Correlation Between NEXON and Carnegie Clean
Can any of the company-specific risk be diversified away by investing in both NEXON and Carnegie Clean at the same time? Although using a correlation coefficient on its own may not help to predict future stock returns, this module helps to understand the diversifiable risk of combining NEXON and Carnegie Clean into the same portfolio, which is an essential part of the fundamental portfolio management process.
By analyzing existing cross correlation between NEXON Co and Carnegie Clean Energy, you can compare the effects of market volatilities on NEXON and Carnegie Clean and check how they will diversify away market risk if combined in the same portfolio for a given time horizon. You can also utilize pair trading strategies of matching a long position in NEXON with a short position of Carnegie Clean. Check out your portfolio center. Please also check ongoing floating volatility patterns of NEXON and Carnegie Clean.
Diversification Opportunities for NEXON and Carnegie Clean
0.11 | Correlation Coefficient |
Average diversification
The 3 months correlation between NEXON and Carnegie is 0.11. Overlapping area represents the amount of risk that can be diversified away by holding NEXON Co and Carnegie Clean Energy in the same portfolio, assuming nothing else is changed. The correlation between historical prices or returns on Carnegie Clean Energy and NEXON is a relative statistical measure of the degree to which these equity instruments tend to move together. The correlation coefficient measures the extent to which returns on NEXON Co are associated (or correlated) with Carnegie Clean. Values of the correlation coefficient range from -1 to +1, where. The correlation of zero (0) is possible when the price movement of Carnegie Clean Energy has no effect on the direction of NEXON i.e., NEXON and Carnegie Clean go up and down completely randomly.

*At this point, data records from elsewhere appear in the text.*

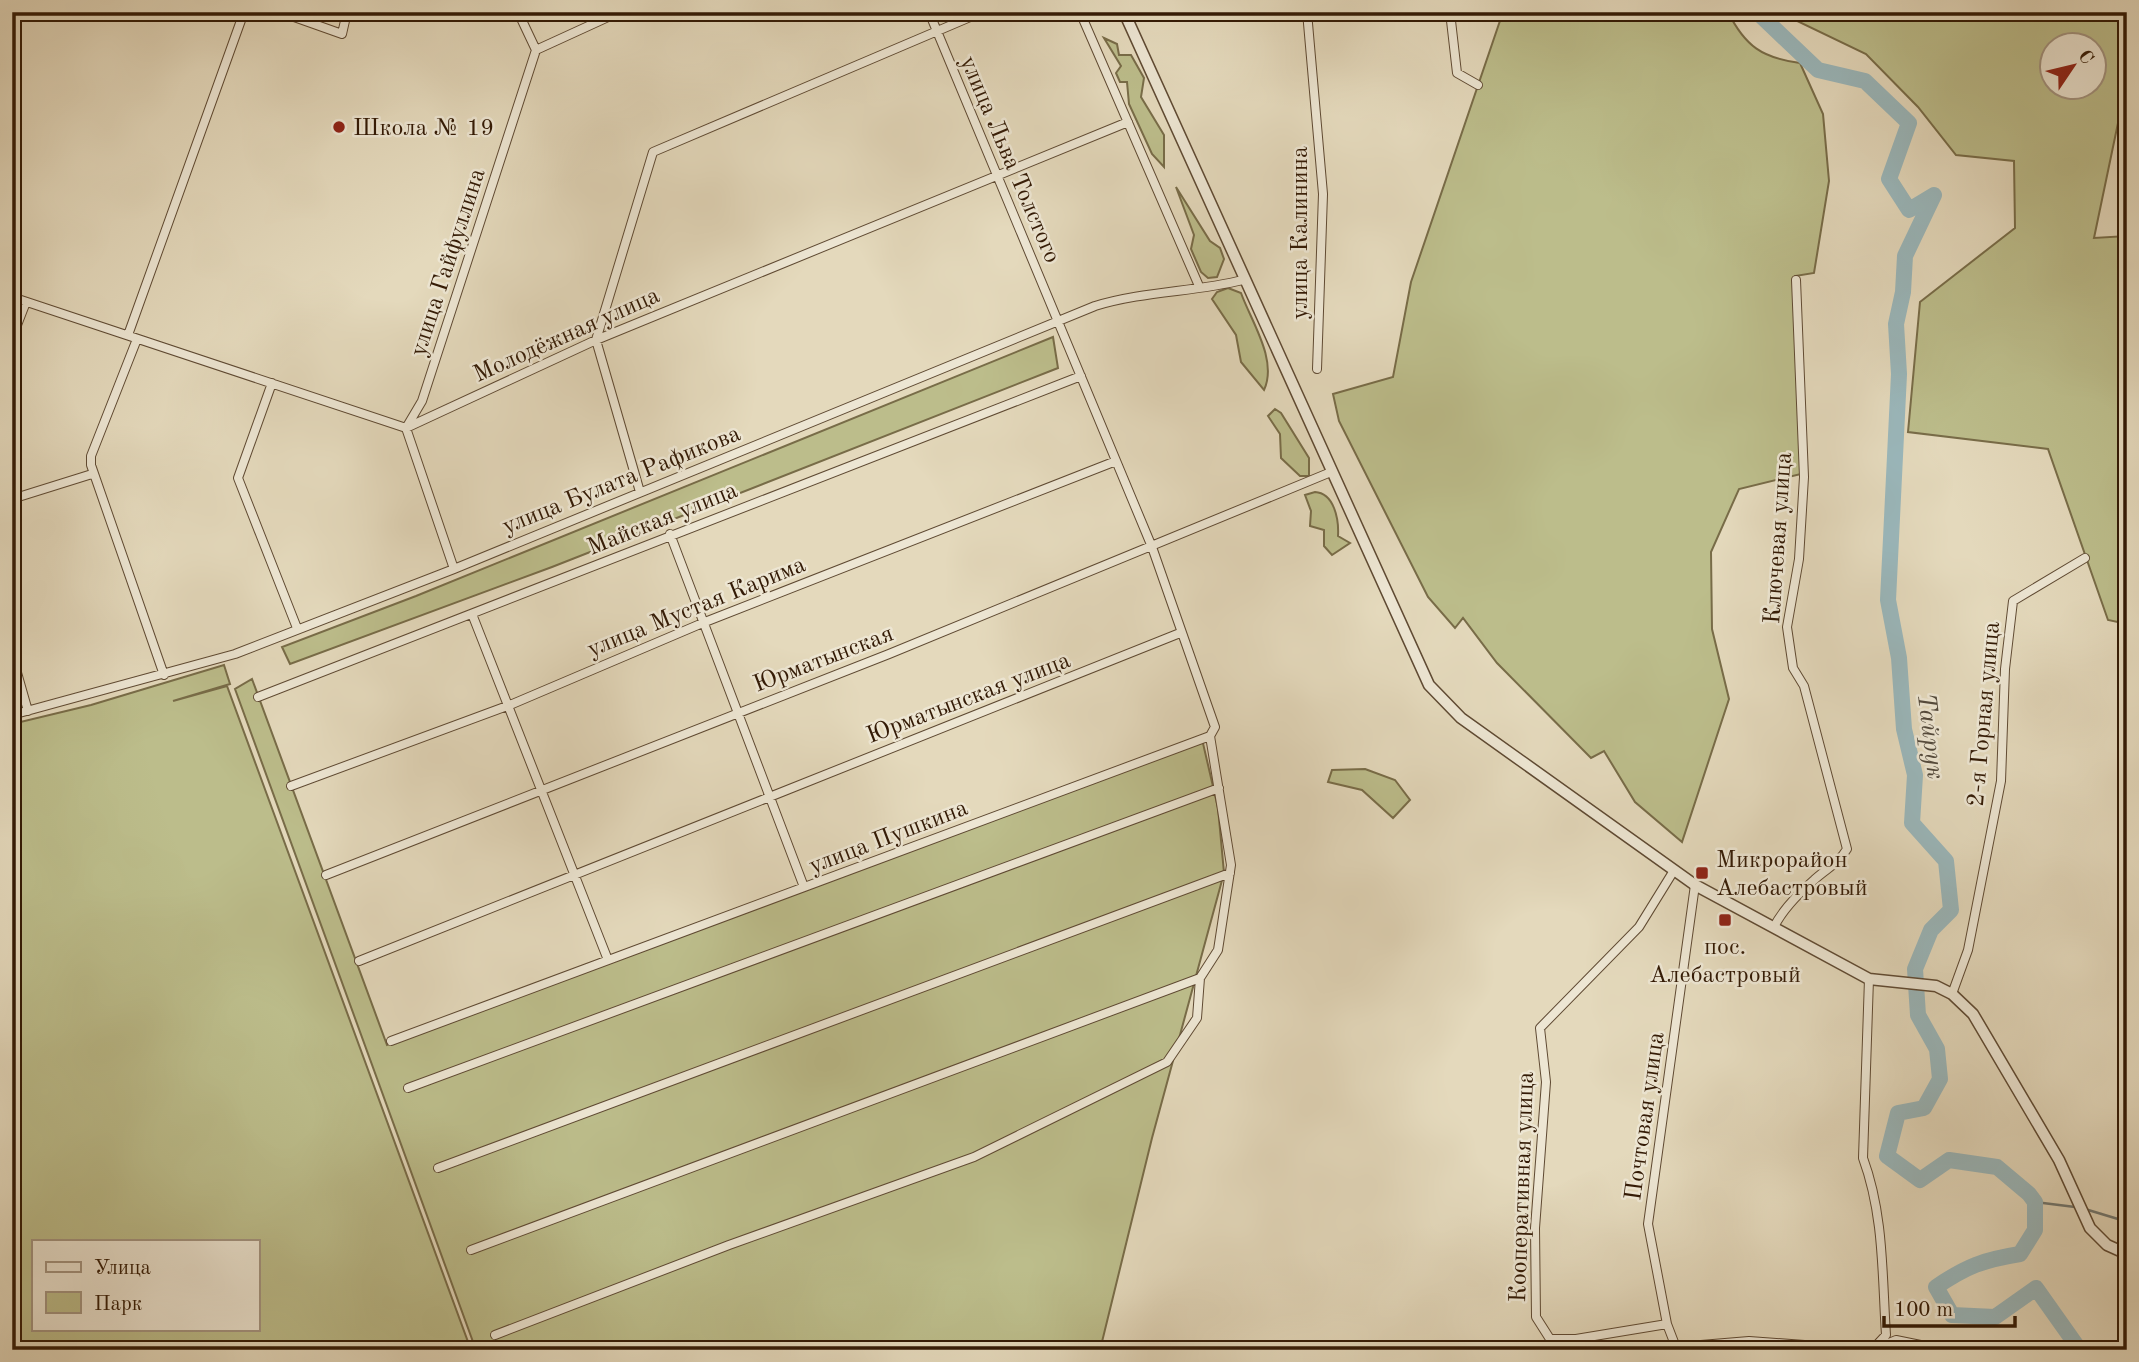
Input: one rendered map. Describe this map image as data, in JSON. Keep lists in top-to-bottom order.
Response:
{
  "streets": {
    "street": [
      "улица Льва Толстого",
      "улица Калинина",
      "улица Гайфуллина",
      "Молодёжная улица",
      "улица Булата Рафикова",
      "Майская улица",
      "Ключевая улица",
      "улица Мустая Карима",
      "Юрматынская",
      "Юрматынская улица",
      "2-я Горная улица",
      "улица Пушкина",
      "Почтовая улица",
      "Кооперативная улица"
    ]
  },
  "crossings": [
    ["улица Льва Толстого", "Молодёжная улица"],
    ["улица Льва Толстого", "улица Булата Рафикова"],
    ["улица Льва Толстого", "Майская улица"],
    ["улица Льва Толстого", "улица Мустая Карима"],
    ["улица Льва Толстого", "Юрматынская"],
    ["улица Гайфуллина", "Молодёжная улица"]
  ],
  "water": ["Тайрук"],
  "places": {
    "other": ["Школа № 19"],
    "transit": ["Микрорайон Алебастровый", "пос. Алебастровый"]
  },
  "legend": ["Улица", "Парк"],
  "scale_bar": "100 m",
  "north": "top right"
}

Pair Corralation between NEXON and Carnegie Clean
Assuming the 90 days trading horizon NEXON Co is expected to generate 0.56 times more return on investment than Carnegie Clean. However, NEXON Co is 1.79 times less risky than Carnegie Clean. It trades about -0.03 of its potential returns per unit of risk. Carnegie Clean Energy is currently generating about -0.02 per unit of risk. If you would invest 1,370 in NEXON Co on December 30, 2024 and sell it today you would lose (110.00) from holding NEXON Co or give up 8.03% of portfolio value over 90 days.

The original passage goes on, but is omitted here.